Esas imágenes, que esa misma noche las visionamos con Pepe Toscano, continuaban y se veía como le cortaban el traje al torero y un puño que penetraba en la herida para tratar de cortar la hemorragia. La cámara se centraba en la cara de Paquirri que poco a poco iba quedando inconsciente y susurró unas palabras. El micrófono no las captó con claridad. Después de pasarlas varias veces entendimos que decía: ¡Llamad a Isabel!

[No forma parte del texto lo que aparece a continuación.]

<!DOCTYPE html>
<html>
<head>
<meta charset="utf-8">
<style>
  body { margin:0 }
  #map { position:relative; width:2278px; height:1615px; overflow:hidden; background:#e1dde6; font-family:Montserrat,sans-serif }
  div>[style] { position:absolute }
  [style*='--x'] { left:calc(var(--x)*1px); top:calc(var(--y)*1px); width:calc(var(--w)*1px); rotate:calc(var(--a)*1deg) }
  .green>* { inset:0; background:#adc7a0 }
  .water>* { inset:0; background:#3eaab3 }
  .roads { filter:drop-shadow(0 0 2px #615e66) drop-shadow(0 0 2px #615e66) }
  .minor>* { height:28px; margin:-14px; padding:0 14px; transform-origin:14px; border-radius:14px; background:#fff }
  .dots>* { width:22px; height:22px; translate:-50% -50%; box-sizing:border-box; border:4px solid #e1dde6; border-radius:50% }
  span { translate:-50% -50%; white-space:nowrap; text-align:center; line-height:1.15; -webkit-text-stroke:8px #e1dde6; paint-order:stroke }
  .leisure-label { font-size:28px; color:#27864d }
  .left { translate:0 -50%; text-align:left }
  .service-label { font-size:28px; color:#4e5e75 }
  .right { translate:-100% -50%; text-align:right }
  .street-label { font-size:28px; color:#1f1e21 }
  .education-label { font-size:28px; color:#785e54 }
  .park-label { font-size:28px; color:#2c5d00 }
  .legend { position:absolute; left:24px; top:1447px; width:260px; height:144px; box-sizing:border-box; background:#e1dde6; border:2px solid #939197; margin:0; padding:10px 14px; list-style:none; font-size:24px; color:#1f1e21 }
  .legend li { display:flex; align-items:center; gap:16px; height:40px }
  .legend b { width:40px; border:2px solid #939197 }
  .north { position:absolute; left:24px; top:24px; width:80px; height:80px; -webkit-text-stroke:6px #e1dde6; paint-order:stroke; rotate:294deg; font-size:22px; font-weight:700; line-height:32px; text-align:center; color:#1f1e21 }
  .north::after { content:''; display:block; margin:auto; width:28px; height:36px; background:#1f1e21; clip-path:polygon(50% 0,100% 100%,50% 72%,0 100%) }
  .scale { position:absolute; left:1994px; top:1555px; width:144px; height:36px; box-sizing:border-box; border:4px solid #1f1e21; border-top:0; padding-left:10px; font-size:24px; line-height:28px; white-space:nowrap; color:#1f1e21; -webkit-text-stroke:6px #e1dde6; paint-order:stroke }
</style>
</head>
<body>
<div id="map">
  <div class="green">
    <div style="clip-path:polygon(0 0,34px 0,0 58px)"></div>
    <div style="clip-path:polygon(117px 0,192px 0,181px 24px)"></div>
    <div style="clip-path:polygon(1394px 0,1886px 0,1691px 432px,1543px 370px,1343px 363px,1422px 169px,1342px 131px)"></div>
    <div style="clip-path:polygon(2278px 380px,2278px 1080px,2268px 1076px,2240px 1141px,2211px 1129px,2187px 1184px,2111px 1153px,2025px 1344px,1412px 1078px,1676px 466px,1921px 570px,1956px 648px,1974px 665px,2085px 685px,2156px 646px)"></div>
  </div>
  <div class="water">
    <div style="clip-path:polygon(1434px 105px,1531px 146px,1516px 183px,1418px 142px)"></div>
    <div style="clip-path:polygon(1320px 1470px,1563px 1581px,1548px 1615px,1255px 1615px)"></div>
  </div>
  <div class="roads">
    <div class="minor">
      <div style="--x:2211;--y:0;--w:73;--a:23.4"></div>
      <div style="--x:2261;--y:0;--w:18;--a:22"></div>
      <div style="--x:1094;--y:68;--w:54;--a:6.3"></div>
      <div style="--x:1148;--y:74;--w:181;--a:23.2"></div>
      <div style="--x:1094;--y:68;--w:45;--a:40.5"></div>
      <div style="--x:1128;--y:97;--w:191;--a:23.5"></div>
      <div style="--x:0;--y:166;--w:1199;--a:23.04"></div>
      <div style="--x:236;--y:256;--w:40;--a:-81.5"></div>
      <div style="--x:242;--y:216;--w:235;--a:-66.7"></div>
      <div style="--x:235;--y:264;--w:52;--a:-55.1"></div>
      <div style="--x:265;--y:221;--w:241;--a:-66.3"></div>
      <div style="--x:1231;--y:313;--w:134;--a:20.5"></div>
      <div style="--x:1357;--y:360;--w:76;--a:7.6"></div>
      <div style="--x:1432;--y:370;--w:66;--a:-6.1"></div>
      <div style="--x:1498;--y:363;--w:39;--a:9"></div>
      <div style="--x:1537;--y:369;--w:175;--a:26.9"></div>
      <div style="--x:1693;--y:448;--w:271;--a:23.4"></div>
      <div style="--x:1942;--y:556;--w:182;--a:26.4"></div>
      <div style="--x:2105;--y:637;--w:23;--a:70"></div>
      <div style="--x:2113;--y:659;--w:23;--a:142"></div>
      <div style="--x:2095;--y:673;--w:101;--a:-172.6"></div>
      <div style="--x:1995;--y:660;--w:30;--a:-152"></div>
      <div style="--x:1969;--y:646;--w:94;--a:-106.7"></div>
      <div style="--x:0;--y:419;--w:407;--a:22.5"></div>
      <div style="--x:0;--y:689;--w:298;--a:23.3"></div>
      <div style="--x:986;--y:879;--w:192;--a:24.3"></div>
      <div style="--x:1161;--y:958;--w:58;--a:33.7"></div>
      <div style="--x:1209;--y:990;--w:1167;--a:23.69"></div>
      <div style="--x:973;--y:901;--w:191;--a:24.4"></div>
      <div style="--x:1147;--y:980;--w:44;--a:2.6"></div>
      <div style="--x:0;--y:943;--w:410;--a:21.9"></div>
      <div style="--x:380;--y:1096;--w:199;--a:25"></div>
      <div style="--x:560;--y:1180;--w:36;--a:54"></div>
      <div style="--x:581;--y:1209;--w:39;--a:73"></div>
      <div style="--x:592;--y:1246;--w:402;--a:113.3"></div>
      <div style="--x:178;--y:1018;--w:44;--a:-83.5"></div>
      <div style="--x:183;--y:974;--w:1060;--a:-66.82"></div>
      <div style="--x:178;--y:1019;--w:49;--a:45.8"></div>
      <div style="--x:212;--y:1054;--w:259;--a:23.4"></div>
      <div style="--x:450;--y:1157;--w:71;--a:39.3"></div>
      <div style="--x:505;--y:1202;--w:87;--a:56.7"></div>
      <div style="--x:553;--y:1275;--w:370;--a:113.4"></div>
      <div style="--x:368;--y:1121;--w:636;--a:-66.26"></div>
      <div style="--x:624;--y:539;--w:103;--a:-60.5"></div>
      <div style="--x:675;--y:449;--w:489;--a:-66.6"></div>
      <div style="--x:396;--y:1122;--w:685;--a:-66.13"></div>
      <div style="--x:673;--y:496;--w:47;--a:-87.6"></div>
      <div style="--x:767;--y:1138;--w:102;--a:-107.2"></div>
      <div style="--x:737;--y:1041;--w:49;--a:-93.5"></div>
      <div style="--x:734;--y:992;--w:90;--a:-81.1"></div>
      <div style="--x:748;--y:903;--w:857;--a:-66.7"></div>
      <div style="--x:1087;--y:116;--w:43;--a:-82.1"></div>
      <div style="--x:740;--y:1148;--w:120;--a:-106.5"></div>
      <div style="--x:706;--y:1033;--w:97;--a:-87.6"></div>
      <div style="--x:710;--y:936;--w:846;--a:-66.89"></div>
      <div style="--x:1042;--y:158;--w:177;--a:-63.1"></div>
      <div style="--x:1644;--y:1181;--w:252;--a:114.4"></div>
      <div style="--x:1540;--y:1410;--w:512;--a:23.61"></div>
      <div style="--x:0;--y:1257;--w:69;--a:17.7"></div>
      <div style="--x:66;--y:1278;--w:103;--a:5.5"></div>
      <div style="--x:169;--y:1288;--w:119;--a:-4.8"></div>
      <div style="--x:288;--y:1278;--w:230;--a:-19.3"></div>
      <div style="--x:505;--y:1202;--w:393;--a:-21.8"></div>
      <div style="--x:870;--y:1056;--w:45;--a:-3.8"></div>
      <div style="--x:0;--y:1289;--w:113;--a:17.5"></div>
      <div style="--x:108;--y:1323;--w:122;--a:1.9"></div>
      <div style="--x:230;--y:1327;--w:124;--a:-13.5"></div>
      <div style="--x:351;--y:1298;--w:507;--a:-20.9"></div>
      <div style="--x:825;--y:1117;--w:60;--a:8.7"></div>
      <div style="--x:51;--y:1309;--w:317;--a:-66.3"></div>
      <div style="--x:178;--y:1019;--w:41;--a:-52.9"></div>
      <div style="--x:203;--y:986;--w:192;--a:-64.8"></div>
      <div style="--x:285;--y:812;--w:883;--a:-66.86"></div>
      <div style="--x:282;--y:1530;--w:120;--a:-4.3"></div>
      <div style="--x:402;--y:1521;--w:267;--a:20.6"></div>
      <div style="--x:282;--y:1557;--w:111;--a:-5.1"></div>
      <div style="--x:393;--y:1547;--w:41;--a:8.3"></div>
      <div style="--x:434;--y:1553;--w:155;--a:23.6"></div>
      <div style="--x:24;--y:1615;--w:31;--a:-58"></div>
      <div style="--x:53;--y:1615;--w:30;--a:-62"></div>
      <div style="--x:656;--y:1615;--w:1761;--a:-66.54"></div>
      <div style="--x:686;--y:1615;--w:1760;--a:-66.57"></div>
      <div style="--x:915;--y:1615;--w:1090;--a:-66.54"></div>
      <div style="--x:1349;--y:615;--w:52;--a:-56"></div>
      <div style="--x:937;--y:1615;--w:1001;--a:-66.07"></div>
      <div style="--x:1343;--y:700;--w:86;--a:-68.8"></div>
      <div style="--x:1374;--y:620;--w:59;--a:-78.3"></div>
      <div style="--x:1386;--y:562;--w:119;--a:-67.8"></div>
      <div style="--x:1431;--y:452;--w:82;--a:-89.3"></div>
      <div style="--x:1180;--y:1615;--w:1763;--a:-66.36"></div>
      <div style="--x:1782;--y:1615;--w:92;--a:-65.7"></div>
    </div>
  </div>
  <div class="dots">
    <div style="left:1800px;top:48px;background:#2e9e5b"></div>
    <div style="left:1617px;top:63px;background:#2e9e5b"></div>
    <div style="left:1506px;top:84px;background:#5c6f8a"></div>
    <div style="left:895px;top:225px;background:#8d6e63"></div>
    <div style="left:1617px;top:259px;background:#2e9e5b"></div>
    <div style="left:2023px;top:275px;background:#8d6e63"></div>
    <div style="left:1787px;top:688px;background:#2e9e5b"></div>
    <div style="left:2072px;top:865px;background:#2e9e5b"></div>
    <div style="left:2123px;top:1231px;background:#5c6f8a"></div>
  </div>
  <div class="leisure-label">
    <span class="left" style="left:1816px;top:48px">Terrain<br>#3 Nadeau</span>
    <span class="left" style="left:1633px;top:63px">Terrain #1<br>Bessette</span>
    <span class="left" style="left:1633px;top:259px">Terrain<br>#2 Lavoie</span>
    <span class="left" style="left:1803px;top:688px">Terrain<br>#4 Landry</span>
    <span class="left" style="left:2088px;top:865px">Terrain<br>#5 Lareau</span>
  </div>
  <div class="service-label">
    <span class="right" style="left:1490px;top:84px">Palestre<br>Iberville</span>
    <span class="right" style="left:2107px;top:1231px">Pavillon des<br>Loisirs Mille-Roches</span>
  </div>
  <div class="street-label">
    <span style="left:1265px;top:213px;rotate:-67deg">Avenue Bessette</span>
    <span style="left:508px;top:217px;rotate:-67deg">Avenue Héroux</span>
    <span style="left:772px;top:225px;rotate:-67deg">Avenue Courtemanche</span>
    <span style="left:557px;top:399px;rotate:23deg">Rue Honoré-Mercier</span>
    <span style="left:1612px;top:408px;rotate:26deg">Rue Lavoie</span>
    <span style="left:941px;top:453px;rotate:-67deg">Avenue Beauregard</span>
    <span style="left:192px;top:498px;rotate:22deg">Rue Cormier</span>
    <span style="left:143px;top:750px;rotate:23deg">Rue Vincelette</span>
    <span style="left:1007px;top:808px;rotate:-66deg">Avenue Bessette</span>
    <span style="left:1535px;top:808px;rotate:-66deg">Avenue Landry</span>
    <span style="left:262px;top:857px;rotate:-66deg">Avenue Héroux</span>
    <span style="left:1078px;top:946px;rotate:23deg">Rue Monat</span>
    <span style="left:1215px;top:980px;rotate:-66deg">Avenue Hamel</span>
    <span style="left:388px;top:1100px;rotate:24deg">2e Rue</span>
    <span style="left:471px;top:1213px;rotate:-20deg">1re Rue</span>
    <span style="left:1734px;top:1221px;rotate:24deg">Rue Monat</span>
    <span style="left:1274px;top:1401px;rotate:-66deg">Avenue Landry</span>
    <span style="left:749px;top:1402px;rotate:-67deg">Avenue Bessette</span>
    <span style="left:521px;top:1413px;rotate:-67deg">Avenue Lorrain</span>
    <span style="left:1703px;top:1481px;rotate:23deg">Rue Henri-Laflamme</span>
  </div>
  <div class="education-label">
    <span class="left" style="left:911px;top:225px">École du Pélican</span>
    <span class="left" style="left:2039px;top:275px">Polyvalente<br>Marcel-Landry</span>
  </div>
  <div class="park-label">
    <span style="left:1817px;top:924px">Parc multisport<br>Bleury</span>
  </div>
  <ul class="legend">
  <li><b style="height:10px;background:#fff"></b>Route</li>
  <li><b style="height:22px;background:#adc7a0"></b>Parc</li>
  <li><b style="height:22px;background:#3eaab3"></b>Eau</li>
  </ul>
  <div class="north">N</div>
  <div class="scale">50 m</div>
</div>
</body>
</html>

Salmoral, a quién en Sevilla le habían rechazado el reportaje, se vio moralmente obligado a entregar estas imágenes a Televisión Española, (hoy prohibida su reproducción por una Sentencia del Supremo), que le pagó un millón de pesetas y le prometió la fijeza. Promesa que nunca se cumplió y con esa amargura se murió el bueno de Antonio.

Quizás si en Informe Semanal se hubiesen emitido íntegros los siete minutos de la enfermería de Pozoblanco, hoy las polémicas, verdades a medias y “maldiciones” no tendrían lugar. Los espectadores se hubieran percatado de la gravedad de la cogida y no les hubiera extrañado tanto la muerte del torero. Pero al ver a Paquirri lleno de vida y tratando de calmar a los médicos, la impresión general fue que la cogida no era tan grave como para causar la muerte del torero y se culpó a los médicos, a la enfermería y al pueblo.



Cuando entrevisté a los forenses que actuaron en la autopsia de Paquirri para saber la causa de la muerte, supe que un juez había ordenado que se diseccionara la pierna y se averiguara que heridas tenía y cual fueron sus recorridos. Una de ellas, que en principio se dijo que tenía treinta y cinco centímetros profundidad, resultó que tenía cuarenta y que le había tocado la “cresta iliaca”. Por esta herida se desangró el torero.

Estos documentos están recogidos en el Expediente de Instrucciones Previas núm. 2734-84, del Juzgado de Instrucción nº 1 de Córdoba que era el que estaba de guardia. Diez años después de la muerte de Paquirri, nadie había consultado este expediente para conocer las cornadas y las causas que produjeron la muerte del torero.

Antonio Salmoral ganó el Premio Nacional de Periodismo, pero los taurinos no le perdonaron las imágenes de la enfermería.

Si el Ayuntamiento de Pozoblanco hubiera seguido adelante con su querella contra los difamadores, hoy esas imágenes las conocería todo el mundo y el informe de los forenses también. Todavía estamos a tiempo y se lo debemos a Antonio Salmoral.

El día 26 de Septiembre de 1984, fue miércoles y hasta el lunes siguiente no pudimos reanudar el reportaje. Quedamos en La Luisiana a desayunar. Cuando Antonio llegó al bar ya era un personaje famoso y conocido. La chica que atendía la barra se le quedó mirando y le dijo:

— ¡Anda, usted es el que cogió a Paquirri!

Y Antonio Salmoral, que tenía un gran sentido del humor y una mente ágil, le respondió:

— ¡Alto ahí, señorita! Yo soy el que lo retrató, el que lo cogió fue Avispado.